I had a few drinks and then walked into
my bathroom to find Emmanuelle Riva in her role as Anne, naked and moaning
while a nurse bathed her methodically.
It wasn’t the first time I had one of
these experiences. Sober or not, I
have been seeing clips from Michael Haneke’s Amour in my waking life ever since screening. If the best films settle inside of you
and stay with you forever, then Amour is
the best at the Cannes Film Festival.
The film has haunted me since I stumbled in a stupor out of the theatre.
Michael Haneke is the mastermind of
cinema. Calling him an academic
would diminish his aesthetic; there’s enough emotion in Funny Games to capsize The Strangers
and every other home-intruder horror knockoff. His films jar the heart in a way that suggests Brakhage and
Aronofsky. Let me put it this way:
watching Haneke is an exercise in how we see everything¾love, hate, horror, et al¾with our own eyes.
Arriving three years after Haneke’s Palme
d’Or-winning The White Ribbon, Amour is a voyeuristic study of the end
of life. Jean-Louis Trintignant
plays Georges, an elderly man who shifts from husband to caretaker after his
wife Anne suffers a debilitating stroke.
Both Georges and Anne are retired music teachers, and other than this
barely-mentioned fact, Haneke provides little background information on their
life and relationship. Is it out
of character for Georges to talk sternly to Anne in their old age? How can anyone know? Haneke skips these facts, and an
argument over character development may arise in certain critical circles.
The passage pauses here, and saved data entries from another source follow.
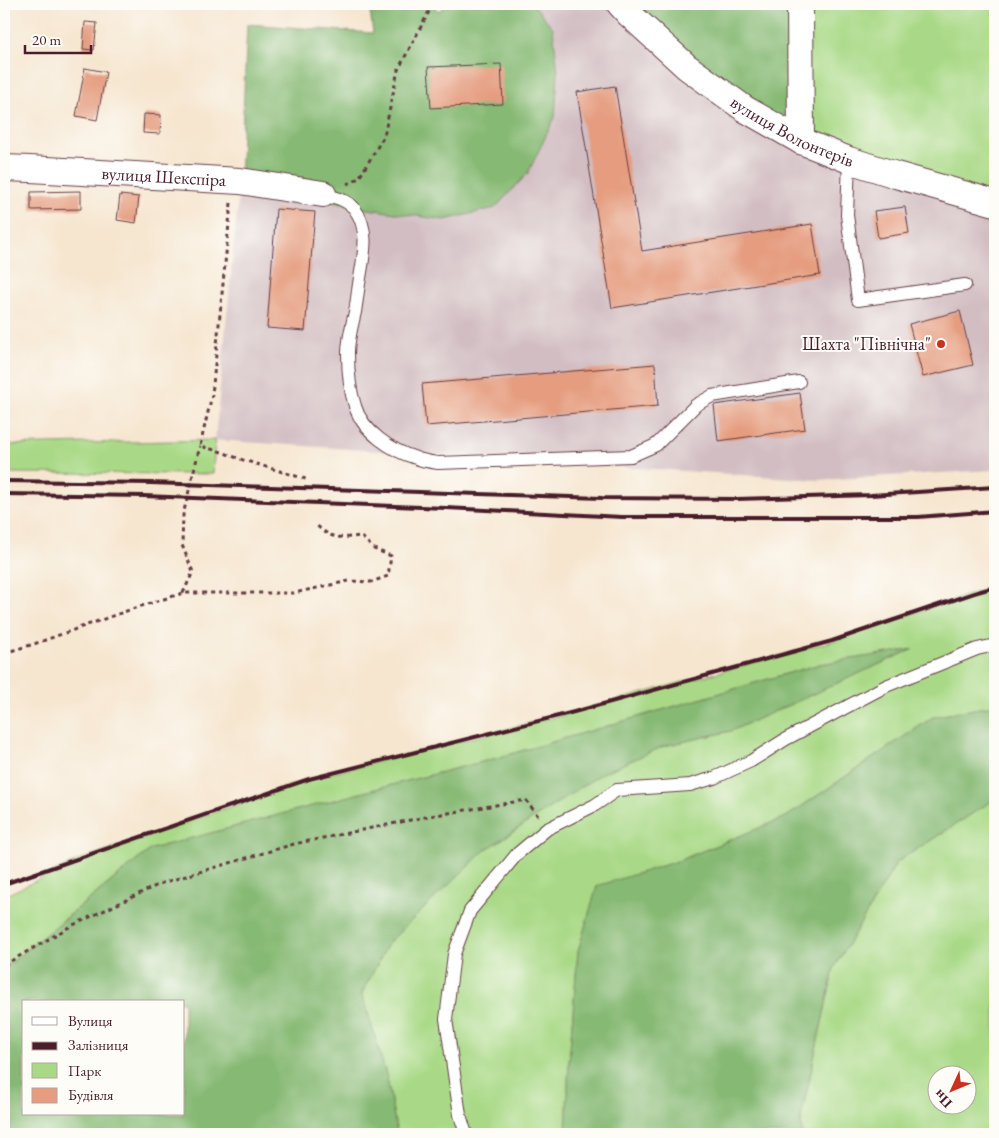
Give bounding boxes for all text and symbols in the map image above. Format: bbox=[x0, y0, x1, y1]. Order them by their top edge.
scale bar bbox=[25, 22, 91, 54]
text: 20 m bbox=[32, 30, 61, 49]
street label: вулиця Волонтерів bbox=[726, 90, 857, 172]
street label: вулиця Шекспіра bbox=[101, 161, 227, 191]
place label: Шахта "Північна" bbox=[802, 332, 931, 355]
marker: Шахта "Північна" bbox=[935, 338, 947, 350]
legend bbox=[22, 1000, 185, 1116]
text: Вулиця bbox=[68, 1011, 113, 1030]
text: Залізниця bbox=[68, 1035, 129, 1054]
text: Парк bbox=[68, 1061, 101, 1080]
north arrow bbox=[926, 1066, 976, 1116]
text: Будівля bbox=[68, 1085, 114, 1104]
text: Пн bbox=[930, 1086, 956, 1112]

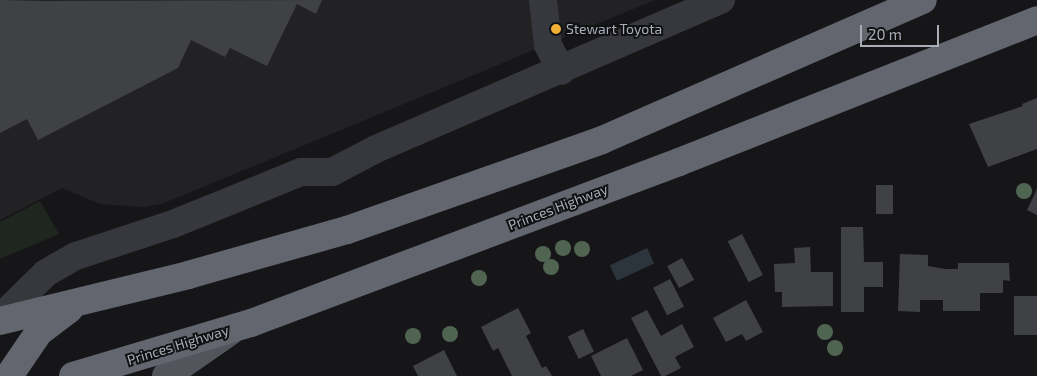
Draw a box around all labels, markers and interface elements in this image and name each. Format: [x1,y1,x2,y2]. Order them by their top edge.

Haneke likes to probe, and his razor-sharp
eye picks apart everything in the screen.
The house seems less like a house and more like a laboratory or a
theatre set or a dollhouse.
Georges and Anne are on display, and this filmmaking decision is bold,
especially in the context of a film concerning an elderly couple.
However, Haneke does not focus on Georges
and Anne’s previous life because he intends Amour
to be a sentimental ode to life and love, even though the title is clearly
translated as “love.” Haneke wants
to show us the starkest realities of love: the diaper changing, the feeding,
the blank stares, the nightmares, and the helplessness. For a first-time viewer of Haneke, this
approach to cinema and “love” in general may seem alienating and even boring.[1] I’m not saying that in order to
perfectly view the film, one has to know the catalogue, but it certainly helps.
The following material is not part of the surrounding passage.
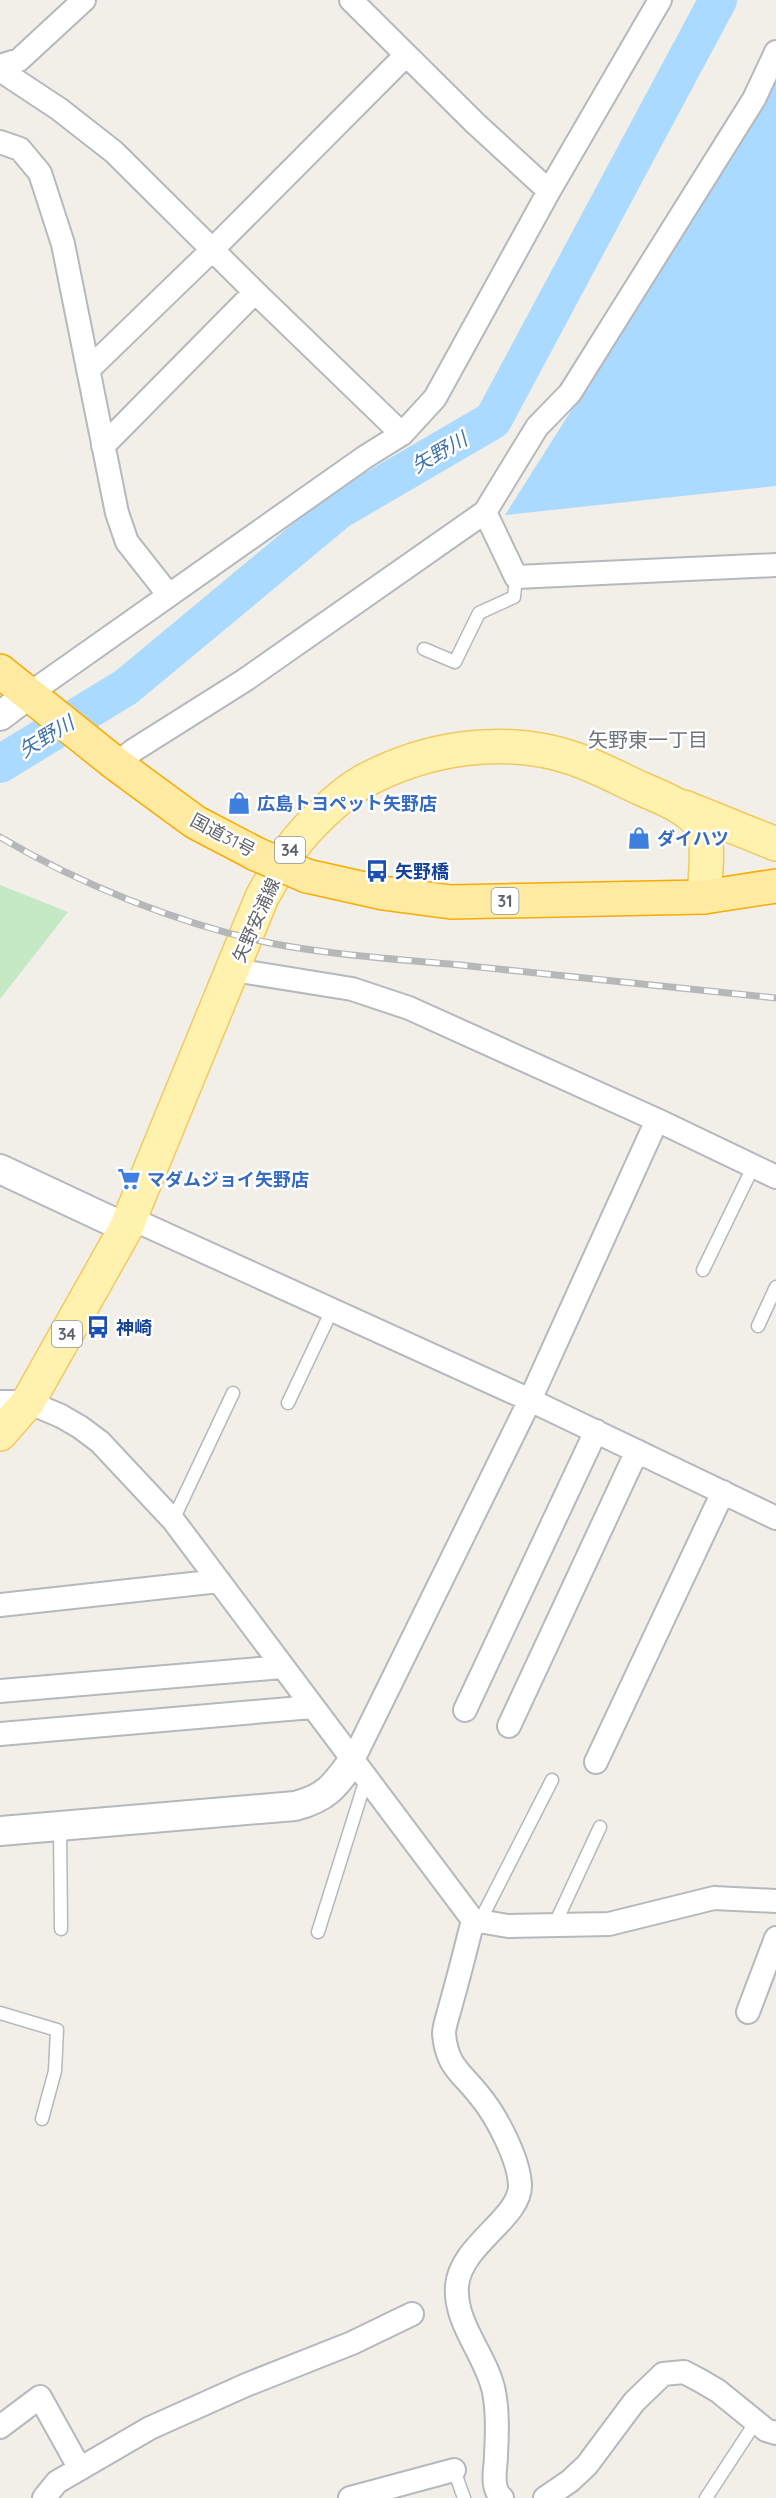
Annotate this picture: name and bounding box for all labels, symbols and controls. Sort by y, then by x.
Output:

The bulk of Amour is comprised of Haneke showing us these realities. As the film progresses, Anne’s physical
and mental state worsens. She
becomes incoherent in her speech, and she no longer recognizes her family. Watching Anne devolve into a vegetable is
shocking and almost impersonal, but Haneke pairs this narrative with the
outlying problems related to the nigh impossible task of keeping someone alive
whose body is failing. Georges
works day and night to aid his wife, but even he becomes frustrated. In one appalling but altogether human
scene, Georges slaps Anne on the face because she refuses to eat or drink
anything. I can tell myself I
would never do such an act, but I don’t know a damn thing about what it means
to live with death stalking around every corner.
The majority of responses I have heard
about this film deal specifically with that previous sentence. Those who can relate to a similar life
event while watching the film find it to be sad and heavy. This way of looking at Amour is valid, but the film is much
larger than that. You don’t have
to know someone who had a stroke to be able to feel the seismic smack to the
gut when Anne sits at her piano and moves drunkenly with the music she seems to
be playing. The camera cuts to
Georges (with Trintignant’s characteristic stoic expression), who turns and shuts
off the music coming from their sound system. Anne has not been playing the piano at all. The scene is surprising in a strange
way (think of the dog falling out of the van in Funny Games) but also unashamedly heartbreaking.
Michael Haneke has taken everyone at the
Cannes Film Festival to the edge of death with Amour. Like the best
art, it is hard to endure and poignant in the most unrelenting fashion. The images are still seared into my
brain, and somehow, I find that fact both unsettling and comforting.
[1] Even the idea of Haneke making a film
about love is funny, almost as if he’s mocking the fact that others may view
him as a cold director. Those
people, along with the aforementioned Haneke virgins, are in for a ride.